— What you need to do —
Would you please transcribe, exactly as written, the lines of the entries below starting at the one that holds "Transcribe the names and structure of the image" and ending at the one that holds "Build a gazetteer for this page", both included?
(Provided material)
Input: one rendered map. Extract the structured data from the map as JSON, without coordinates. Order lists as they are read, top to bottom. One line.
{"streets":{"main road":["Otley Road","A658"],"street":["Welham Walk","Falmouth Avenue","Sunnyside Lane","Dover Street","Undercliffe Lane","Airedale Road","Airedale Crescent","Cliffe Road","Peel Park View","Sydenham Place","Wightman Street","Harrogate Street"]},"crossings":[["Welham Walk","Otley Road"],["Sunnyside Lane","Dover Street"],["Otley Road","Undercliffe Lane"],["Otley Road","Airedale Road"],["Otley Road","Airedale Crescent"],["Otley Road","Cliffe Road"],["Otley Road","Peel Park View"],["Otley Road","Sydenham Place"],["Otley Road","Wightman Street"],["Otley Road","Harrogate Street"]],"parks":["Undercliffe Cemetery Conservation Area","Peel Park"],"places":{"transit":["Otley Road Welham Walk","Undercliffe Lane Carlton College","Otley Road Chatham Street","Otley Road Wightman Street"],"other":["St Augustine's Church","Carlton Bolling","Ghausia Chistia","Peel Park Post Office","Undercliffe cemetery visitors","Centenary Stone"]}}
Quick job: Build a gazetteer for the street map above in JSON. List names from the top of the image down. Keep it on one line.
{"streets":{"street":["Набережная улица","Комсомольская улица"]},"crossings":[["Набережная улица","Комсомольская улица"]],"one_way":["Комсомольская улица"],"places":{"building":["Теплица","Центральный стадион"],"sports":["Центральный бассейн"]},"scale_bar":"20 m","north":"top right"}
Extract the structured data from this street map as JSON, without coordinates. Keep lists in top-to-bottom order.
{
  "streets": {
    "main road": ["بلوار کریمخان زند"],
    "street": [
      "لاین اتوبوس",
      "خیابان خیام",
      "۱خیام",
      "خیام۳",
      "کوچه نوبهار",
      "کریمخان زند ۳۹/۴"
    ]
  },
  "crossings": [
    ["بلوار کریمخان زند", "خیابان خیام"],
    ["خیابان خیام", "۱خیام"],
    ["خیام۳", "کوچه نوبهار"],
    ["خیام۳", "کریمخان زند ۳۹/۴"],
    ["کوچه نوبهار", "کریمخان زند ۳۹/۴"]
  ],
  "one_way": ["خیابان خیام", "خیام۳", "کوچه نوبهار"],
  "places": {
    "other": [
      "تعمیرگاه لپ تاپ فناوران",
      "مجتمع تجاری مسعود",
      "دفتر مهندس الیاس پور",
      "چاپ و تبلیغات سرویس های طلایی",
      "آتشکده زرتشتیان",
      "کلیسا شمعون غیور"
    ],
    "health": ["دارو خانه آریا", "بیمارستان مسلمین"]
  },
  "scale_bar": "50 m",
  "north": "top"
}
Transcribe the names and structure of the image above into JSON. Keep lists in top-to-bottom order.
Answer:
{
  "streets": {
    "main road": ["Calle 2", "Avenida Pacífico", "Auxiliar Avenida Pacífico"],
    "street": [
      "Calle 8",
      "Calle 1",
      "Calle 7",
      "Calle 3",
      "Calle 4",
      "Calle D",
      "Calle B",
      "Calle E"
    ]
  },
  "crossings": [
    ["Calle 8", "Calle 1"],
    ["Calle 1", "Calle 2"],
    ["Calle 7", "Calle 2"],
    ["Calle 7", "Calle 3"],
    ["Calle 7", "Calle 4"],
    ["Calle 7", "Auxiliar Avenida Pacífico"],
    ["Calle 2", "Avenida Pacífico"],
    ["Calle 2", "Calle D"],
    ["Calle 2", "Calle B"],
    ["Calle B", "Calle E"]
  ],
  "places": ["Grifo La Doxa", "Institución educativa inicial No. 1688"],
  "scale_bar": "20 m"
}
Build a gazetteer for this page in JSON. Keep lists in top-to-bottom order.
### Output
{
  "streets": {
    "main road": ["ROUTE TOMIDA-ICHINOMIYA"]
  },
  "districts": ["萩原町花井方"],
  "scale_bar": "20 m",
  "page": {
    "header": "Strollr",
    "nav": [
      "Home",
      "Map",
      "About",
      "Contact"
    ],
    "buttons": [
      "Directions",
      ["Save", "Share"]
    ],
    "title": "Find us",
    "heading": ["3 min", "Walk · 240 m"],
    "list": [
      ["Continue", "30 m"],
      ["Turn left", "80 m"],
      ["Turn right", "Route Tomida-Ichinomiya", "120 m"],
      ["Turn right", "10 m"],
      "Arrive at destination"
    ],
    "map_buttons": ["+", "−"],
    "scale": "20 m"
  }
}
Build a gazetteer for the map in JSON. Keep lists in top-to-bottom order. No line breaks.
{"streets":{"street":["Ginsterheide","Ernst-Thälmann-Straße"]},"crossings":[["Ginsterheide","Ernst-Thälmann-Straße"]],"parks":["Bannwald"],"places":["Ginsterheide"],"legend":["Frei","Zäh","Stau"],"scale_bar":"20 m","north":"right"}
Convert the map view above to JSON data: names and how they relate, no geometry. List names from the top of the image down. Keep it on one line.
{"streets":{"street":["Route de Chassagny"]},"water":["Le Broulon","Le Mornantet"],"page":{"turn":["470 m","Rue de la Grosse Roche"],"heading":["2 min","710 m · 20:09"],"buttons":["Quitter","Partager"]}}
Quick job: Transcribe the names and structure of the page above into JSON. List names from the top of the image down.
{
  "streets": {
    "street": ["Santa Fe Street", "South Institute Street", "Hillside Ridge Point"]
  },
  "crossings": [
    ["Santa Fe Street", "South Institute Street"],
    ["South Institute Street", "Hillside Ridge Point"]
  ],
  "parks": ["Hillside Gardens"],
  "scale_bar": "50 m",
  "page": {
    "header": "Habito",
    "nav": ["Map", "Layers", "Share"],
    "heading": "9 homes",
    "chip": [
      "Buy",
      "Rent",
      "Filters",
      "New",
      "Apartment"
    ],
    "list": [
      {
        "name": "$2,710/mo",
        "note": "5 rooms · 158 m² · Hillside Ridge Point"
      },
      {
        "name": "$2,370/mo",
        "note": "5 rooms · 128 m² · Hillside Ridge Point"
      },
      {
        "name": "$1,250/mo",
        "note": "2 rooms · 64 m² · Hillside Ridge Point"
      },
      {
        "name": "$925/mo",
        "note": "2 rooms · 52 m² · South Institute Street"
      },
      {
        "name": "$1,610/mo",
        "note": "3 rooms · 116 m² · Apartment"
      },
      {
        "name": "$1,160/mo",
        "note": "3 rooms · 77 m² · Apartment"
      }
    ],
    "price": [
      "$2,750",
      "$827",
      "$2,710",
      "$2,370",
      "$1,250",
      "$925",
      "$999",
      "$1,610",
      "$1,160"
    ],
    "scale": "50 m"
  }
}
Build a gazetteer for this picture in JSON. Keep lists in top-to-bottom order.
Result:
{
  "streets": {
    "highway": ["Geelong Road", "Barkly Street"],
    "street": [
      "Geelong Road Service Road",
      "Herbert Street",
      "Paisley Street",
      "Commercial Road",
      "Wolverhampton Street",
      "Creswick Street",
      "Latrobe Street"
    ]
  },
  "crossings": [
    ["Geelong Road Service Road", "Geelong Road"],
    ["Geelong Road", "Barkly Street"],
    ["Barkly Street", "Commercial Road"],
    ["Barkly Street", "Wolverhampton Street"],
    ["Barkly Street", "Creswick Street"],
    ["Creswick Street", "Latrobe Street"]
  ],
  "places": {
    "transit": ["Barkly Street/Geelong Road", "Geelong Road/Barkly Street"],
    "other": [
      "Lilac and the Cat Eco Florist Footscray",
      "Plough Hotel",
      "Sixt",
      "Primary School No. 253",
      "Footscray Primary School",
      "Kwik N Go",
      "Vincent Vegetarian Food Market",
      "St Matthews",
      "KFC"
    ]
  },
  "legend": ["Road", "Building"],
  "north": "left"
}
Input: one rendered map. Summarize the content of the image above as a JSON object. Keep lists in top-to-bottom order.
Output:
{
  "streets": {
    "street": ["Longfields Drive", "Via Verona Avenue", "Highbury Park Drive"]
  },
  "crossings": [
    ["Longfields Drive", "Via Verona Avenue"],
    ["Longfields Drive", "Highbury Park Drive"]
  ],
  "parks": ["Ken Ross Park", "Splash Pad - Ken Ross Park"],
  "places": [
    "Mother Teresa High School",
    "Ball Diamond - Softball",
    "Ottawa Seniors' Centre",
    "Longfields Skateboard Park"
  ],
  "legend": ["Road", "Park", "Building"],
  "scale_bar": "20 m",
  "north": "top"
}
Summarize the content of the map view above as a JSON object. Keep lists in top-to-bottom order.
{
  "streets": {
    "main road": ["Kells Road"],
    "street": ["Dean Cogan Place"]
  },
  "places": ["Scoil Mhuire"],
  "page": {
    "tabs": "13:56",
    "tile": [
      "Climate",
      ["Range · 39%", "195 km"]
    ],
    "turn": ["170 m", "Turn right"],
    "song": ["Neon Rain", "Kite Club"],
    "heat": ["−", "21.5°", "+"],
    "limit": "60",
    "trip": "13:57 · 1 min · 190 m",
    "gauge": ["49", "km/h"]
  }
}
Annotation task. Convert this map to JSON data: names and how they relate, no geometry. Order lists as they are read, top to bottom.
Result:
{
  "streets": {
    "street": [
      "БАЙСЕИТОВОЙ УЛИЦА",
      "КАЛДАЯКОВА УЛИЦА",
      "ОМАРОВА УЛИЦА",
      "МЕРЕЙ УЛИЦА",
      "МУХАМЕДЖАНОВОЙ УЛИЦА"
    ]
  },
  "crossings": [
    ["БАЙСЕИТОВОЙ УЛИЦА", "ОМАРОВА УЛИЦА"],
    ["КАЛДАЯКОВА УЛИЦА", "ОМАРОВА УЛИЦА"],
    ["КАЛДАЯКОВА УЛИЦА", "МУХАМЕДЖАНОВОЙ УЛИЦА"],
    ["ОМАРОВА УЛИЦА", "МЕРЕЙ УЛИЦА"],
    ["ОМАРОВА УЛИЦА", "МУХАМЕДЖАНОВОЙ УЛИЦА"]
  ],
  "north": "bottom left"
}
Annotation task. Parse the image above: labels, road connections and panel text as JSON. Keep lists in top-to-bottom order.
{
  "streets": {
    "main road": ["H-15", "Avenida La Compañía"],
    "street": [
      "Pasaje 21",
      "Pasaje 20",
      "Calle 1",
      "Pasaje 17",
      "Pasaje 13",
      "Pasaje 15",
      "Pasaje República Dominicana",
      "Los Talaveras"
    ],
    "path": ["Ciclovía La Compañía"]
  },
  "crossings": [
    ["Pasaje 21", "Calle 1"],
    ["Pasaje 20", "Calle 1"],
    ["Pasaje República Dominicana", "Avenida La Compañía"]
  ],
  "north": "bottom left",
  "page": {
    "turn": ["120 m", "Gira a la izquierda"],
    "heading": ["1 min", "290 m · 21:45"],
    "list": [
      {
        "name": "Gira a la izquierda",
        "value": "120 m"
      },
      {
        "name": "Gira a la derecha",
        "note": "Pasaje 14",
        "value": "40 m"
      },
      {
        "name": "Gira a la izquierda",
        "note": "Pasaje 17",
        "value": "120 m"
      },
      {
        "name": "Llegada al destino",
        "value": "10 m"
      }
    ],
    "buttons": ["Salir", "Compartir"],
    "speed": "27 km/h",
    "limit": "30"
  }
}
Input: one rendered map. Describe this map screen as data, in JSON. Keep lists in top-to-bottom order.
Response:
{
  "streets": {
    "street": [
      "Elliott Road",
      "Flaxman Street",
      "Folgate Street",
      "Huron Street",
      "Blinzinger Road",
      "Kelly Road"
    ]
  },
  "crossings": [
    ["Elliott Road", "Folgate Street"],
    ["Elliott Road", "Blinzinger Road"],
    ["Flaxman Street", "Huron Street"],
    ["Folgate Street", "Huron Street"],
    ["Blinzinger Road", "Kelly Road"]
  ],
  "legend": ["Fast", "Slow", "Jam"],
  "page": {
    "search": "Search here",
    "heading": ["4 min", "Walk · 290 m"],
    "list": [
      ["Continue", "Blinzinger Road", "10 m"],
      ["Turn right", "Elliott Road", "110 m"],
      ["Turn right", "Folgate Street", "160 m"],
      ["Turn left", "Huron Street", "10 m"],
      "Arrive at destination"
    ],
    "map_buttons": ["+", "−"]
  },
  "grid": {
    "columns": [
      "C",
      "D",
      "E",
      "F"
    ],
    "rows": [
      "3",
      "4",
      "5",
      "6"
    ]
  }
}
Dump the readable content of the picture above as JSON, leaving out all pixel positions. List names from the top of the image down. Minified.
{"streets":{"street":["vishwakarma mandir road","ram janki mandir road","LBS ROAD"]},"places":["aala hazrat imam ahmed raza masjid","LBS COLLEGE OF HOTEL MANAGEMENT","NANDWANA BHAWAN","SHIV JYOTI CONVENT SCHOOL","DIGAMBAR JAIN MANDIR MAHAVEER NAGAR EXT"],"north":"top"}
(End Provided material)
— Answer space —
Transcribe the names and structure of the image above into JSON. Keep lists in top-to-bottom order.
Answer:
{
  "streets": {
    "main road": ["Calle 2", "Avenida Pacífico", "Auxiliar Avenida Pacífico"],
    "street": [
      "Calle 8",
      "Calle 1",
      "Calle 7",
      "Calle 3",
      "Calle 4",
      "Calle D",
      "Calle B",
      "Calle E"
    ]
  },
  "crossings": [
    ["Calle 8", "Calle 1"],
    ["Calle 1", "Calle 2"],
    ["Calle 7", "Calle 2"],
    ["Calle 7", "Calle 3"],
    ["Calle 7", "Calle 4"],
    ["Calle 7", "Auxiliar Avenida Pacífico"],
    ["Calle 2", "Avenida Pacífico"],
    ["Calle 2", "Calle D"],
    ["Calle 2", "Calle B"],
    ["Calle B", "Calle E"]
  ],
  "places": ["Grifo La Doxa", "Institución educativa inicial No. 1688"],
  "scale_bar": "20 m"
}
Build a gazetteer for this page in JSON. Keep lists in top-to-bottom order.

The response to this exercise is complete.